Dataset entries
:::
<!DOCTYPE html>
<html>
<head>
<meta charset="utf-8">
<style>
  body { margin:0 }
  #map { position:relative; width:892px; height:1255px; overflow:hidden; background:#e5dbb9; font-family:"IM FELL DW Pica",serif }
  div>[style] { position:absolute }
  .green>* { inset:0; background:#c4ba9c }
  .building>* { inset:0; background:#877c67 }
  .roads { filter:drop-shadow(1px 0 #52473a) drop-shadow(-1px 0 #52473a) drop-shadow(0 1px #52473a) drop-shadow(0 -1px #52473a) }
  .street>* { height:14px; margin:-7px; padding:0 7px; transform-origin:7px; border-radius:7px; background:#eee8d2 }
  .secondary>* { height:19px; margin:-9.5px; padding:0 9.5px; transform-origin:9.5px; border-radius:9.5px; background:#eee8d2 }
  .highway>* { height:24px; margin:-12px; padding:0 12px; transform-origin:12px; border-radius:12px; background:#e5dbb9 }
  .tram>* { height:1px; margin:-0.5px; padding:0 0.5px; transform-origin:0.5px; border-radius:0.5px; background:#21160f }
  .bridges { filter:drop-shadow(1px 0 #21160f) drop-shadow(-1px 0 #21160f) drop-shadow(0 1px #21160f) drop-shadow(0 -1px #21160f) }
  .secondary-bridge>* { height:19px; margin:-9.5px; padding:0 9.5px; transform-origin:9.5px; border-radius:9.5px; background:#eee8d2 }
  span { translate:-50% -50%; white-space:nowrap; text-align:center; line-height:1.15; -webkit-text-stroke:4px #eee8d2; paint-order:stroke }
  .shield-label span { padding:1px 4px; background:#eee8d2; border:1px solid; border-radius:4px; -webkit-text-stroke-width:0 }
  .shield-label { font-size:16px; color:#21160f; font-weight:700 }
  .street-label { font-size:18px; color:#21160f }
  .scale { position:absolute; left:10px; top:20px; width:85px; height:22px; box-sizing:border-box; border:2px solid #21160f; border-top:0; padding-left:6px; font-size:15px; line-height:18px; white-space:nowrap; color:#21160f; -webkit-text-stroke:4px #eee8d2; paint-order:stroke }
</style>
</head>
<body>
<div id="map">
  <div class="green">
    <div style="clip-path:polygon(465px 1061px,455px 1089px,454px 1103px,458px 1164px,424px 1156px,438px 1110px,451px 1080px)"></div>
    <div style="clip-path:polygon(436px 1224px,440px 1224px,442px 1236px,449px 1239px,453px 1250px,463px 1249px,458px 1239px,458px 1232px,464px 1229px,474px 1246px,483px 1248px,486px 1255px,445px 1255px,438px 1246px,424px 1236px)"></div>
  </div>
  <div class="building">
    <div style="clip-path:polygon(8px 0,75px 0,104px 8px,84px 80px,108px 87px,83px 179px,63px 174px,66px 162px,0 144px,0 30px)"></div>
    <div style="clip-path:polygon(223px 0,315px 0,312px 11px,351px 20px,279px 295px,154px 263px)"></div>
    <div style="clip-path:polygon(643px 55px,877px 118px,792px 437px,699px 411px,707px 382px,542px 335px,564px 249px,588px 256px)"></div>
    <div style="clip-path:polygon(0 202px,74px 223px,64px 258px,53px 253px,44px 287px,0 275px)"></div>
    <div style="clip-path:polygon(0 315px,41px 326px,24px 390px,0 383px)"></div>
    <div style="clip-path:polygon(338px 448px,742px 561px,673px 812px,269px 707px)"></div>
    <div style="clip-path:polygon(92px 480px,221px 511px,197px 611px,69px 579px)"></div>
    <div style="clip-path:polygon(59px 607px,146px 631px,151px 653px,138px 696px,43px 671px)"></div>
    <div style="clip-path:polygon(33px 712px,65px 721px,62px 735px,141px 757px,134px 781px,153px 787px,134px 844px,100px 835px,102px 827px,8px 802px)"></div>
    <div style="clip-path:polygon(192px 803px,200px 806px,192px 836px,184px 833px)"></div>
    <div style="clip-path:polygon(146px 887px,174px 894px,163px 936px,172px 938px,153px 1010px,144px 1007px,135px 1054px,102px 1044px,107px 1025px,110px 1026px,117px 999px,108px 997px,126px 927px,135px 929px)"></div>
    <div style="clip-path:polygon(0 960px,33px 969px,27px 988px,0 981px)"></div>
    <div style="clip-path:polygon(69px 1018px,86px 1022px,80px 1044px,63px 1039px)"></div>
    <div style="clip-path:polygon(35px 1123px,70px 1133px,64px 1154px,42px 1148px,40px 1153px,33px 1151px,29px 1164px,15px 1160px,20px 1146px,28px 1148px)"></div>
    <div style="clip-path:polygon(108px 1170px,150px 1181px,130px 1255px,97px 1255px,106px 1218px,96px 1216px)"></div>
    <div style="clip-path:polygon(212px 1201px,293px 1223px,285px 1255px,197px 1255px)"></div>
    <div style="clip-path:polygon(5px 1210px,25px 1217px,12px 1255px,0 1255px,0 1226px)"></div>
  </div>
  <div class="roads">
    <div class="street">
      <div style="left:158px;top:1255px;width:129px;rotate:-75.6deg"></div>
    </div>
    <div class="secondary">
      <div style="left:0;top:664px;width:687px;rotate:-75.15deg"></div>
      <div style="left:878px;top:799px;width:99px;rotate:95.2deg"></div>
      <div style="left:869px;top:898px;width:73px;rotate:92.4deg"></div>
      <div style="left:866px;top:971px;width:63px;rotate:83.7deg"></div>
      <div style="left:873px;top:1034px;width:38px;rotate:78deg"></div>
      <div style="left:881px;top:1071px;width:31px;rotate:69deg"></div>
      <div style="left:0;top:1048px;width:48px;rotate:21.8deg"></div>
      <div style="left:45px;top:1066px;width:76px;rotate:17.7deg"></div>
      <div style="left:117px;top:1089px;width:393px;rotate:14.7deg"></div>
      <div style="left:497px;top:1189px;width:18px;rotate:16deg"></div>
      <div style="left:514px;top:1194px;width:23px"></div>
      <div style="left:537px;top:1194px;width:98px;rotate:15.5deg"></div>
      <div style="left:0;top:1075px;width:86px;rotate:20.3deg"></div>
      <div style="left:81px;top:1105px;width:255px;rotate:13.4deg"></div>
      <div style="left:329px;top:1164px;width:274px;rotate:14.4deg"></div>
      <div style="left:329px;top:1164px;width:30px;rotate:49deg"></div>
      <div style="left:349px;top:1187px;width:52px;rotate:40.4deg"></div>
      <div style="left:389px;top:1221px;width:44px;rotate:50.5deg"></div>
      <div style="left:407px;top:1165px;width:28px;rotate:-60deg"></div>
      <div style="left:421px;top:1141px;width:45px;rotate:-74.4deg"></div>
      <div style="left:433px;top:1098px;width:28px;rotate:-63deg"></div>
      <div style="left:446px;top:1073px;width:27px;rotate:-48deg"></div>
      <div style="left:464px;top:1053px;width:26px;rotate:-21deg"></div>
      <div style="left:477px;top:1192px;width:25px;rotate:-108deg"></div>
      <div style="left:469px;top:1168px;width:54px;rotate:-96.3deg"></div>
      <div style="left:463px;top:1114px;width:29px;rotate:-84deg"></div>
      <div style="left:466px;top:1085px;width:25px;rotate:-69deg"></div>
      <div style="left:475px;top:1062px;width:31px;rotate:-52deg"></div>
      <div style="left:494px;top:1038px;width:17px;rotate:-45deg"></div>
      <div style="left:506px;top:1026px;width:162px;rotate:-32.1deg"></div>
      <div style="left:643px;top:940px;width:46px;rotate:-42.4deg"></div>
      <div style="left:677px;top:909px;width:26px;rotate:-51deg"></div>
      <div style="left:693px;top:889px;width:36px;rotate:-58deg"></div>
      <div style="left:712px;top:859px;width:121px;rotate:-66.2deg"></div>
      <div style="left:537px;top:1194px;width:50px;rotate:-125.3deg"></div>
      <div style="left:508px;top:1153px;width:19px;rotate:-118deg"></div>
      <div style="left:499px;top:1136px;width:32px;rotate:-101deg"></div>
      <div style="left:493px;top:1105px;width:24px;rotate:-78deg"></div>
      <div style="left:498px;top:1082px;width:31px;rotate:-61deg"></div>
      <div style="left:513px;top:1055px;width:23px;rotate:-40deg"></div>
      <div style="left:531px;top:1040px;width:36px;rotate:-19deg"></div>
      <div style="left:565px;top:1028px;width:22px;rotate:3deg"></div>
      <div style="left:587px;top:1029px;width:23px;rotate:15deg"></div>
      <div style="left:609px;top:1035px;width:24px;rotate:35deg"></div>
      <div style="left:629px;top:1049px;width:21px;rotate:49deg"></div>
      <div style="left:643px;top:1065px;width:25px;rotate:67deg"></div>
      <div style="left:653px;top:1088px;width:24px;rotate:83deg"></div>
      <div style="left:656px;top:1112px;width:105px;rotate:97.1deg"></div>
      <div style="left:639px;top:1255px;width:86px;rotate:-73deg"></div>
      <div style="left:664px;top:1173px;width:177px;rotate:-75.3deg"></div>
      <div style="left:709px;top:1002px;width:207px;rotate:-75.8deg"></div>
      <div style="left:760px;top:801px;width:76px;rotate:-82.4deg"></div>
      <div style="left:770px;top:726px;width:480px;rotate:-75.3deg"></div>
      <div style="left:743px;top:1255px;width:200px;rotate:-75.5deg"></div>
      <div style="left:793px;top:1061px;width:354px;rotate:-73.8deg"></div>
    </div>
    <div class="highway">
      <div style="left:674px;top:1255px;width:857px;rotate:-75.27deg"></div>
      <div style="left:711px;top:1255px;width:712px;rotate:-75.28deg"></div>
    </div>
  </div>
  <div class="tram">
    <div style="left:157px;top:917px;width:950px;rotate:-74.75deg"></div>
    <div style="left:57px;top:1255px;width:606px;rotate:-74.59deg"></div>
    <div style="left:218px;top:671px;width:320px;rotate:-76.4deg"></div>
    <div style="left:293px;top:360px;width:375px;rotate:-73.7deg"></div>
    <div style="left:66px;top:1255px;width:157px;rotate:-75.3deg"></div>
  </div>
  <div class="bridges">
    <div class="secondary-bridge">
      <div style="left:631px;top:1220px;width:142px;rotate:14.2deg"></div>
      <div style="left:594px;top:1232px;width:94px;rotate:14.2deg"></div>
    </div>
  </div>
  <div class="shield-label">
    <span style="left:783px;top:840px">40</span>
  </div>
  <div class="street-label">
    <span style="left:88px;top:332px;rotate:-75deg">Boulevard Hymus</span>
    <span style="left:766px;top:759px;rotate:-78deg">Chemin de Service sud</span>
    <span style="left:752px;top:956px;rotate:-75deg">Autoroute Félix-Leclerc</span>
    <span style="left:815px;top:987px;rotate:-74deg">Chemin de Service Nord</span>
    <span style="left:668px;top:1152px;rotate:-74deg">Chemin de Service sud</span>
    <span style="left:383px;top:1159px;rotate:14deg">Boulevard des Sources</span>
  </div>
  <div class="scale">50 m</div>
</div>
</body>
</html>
:::
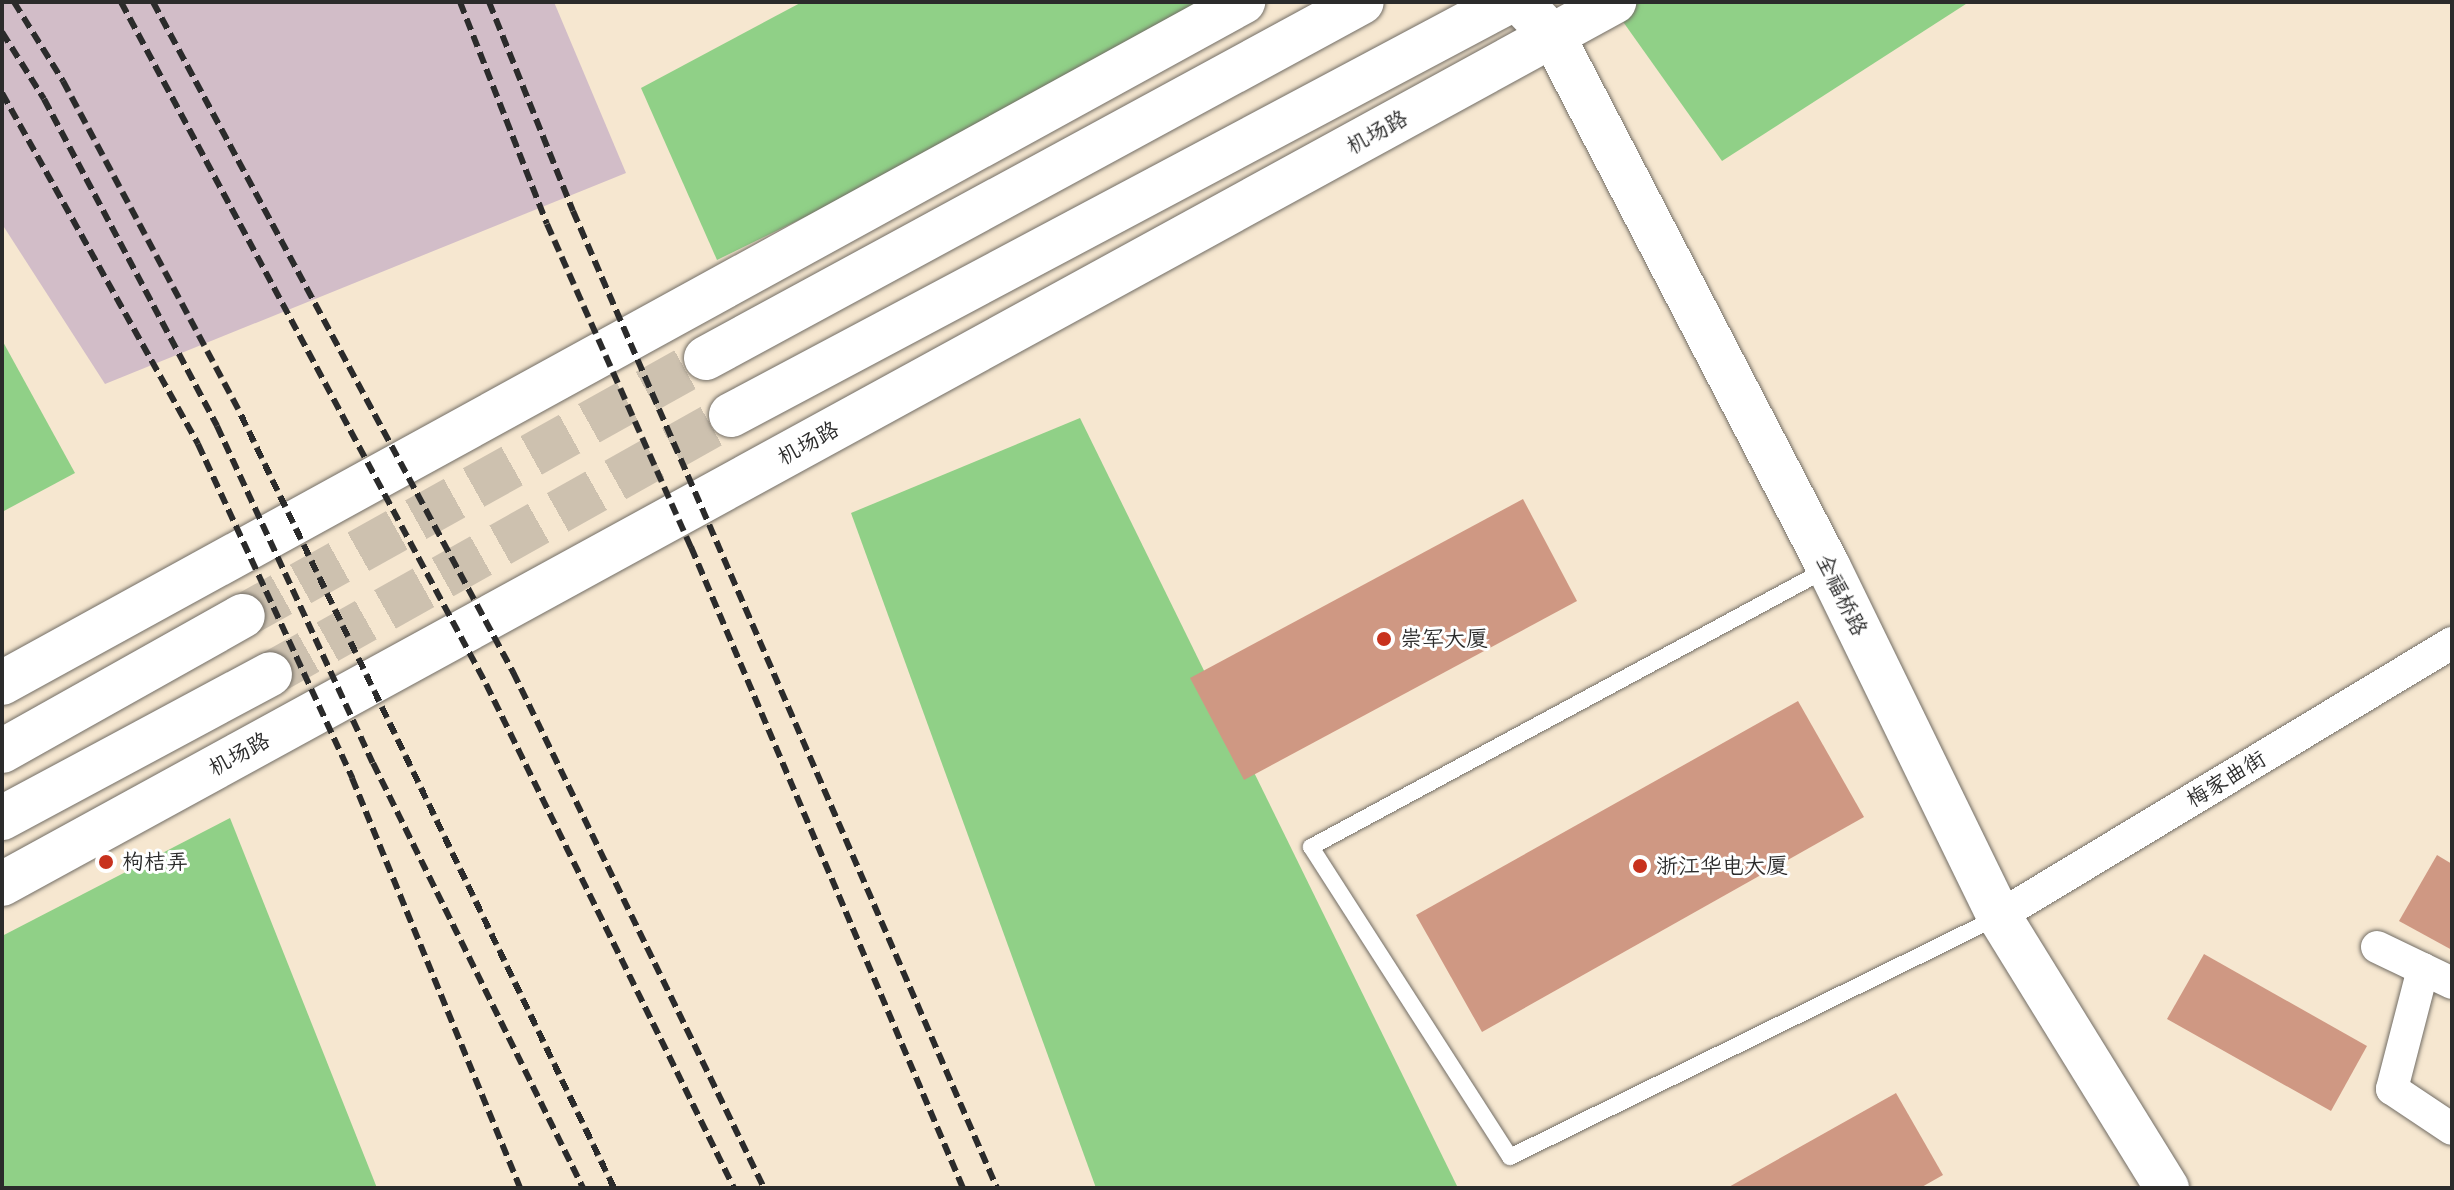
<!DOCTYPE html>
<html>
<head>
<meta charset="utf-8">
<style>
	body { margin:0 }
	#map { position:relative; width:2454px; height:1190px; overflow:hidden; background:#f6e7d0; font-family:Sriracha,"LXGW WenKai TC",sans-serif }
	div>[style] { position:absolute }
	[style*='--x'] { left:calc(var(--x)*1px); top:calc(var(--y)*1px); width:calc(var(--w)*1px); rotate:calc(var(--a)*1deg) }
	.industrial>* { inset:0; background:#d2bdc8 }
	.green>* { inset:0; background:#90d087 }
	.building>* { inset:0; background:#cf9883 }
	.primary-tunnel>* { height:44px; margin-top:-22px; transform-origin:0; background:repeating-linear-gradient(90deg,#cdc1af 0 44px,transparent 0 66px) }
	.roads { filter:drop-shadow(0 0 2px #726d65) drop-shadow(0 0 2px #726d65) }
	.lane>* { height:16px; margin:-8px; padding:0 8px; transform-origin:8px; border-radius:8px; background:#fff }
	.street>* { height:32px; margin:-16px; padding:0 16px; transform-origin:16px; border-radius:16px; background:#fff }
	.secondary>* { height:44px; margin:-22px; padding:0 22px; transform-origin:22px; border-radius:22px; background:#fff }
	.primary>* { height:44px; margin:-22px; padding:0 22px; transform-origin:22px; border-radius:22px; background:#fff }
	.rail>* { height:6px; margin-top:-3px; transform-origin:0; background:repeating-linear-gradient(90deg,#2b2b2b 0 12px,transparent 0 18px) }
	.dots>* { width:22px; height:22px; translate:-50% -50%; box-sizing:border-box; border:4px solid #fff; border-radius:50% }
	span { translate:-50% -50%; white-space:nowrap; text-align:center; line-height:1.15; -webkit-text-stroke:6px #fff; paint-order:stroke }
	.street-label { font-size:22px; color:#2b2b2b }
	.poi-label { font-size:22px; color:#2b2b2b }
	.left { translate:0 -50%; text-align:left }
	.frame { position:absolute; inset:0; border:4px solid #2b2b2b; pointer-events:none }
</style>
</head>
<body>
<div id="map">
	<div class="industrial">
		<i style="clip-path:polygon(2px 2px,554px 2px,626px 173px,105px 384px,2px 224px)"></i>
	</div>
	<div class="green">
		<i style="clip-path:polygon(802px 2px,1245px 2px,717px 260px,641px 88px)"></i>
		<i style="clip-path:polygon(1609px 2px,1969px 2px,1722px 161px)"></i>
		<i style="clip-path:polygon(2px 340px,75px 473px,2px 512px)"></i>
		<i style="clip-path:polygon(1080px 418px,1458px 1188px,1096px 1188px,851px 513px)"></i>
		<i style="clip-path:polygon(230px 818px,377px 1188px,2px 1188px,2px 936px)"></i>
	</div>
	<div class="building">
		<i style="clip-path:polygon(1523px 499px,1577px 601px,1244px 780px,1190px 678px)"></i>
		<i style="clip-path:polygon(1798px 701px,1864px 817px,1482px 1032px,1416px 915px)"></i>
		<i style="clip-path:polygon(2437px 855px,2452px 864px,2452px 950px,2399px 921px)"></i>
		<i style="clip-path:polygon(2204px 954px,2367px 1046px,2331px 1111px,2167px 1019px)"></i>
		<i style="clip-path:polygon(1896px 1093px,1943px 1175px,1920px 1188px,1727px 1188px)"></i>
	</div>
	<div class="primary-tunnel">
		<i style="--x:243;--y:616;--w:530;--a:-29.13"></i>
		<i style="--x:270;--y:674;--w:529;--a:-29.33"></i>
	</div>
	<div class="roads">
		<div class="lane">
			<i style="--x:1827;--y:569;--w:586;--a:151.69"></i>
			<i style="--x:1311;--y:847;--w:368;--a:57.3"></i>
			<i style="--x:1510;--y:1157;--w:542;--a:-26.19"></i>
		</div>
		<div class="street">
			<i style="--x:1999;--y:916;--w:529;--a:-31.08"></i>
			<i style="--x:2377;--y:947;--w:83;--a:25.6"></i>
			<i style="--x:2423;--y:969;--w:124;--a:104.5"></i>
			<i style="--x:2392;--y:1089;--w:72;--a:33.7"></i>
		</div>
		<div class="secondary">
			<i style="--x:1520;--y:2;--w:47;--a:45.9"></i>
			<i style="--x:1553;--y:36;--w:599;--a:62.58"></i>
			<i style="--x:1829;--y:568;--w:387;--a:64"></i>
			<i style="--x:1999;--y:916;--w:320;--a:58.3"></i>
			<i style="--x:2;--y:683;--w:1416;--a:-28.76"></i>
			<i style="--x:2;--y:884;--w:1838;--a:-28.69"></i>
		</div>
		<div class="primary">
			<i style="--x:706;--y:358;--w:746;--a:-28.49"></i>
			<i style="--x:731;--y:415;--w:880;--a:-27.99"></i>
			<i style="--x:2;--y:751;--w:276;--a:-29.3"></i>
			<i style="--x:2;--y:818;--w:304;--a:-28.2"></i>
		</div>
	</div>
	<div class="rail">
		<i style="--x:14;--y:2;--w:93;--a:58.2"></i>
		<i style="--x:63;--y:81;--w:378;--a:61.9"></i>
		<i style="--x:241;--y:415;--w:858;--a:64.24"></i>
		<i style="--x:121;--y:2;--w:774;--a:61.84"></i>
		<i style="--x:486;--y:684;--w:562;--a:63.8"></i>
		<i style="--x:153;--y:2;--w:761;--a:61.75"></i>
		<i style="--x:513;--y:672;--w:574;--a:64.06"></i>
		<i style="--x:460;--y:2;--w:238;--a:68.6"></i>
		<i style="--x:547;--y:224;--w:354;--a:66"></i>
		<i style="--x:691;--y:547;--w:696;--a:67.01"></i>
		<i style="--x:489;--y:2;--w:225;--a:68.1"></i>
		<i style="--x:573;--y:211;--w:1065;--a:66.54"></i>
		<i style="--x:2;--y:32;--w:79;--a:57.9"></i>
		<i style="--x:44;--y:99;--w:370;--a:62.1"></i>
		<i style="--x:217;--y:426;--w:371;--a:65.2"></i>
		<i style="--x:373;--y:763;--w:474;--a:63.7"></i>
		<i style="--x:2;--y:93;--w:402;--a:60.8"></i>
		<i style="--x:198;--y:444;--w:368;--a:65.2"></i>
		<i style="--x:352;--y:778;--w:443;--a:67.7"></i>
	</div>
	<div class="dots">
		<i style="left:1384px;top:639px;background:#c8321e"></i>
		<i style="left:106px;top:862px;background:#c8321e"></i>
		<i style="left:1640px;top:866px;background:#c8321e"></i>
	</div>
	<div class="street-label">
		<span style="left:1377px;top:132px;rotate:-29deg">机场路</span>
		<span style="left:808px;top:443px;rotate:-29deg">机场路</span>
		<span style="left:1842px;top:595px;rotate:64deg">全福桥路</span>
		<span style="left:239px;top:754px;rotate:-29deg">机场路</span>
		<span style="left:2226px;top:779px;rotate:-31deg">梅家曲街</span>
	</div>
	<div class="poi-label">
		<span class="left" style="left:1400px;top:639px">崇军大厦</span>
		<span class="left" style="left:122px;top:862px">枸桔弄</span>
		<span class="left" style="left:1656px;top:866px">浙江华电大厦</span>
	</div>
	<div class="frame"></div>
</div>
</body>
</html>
:::
Instructions for the task:
Each line above that includes "family" should be shown.

Response area:
  #map { position:relative; width:892px; height:1255px; overflow:hidden; background:#e5dbb9; font-family:"IM FELL DW Pica",serif }
	#map { position:relative; width:2454px; height:1190px; overflow:hidden; background:#f6e7d0; font-family:Sriracha,"LXGW WenKai TC",sans-serif }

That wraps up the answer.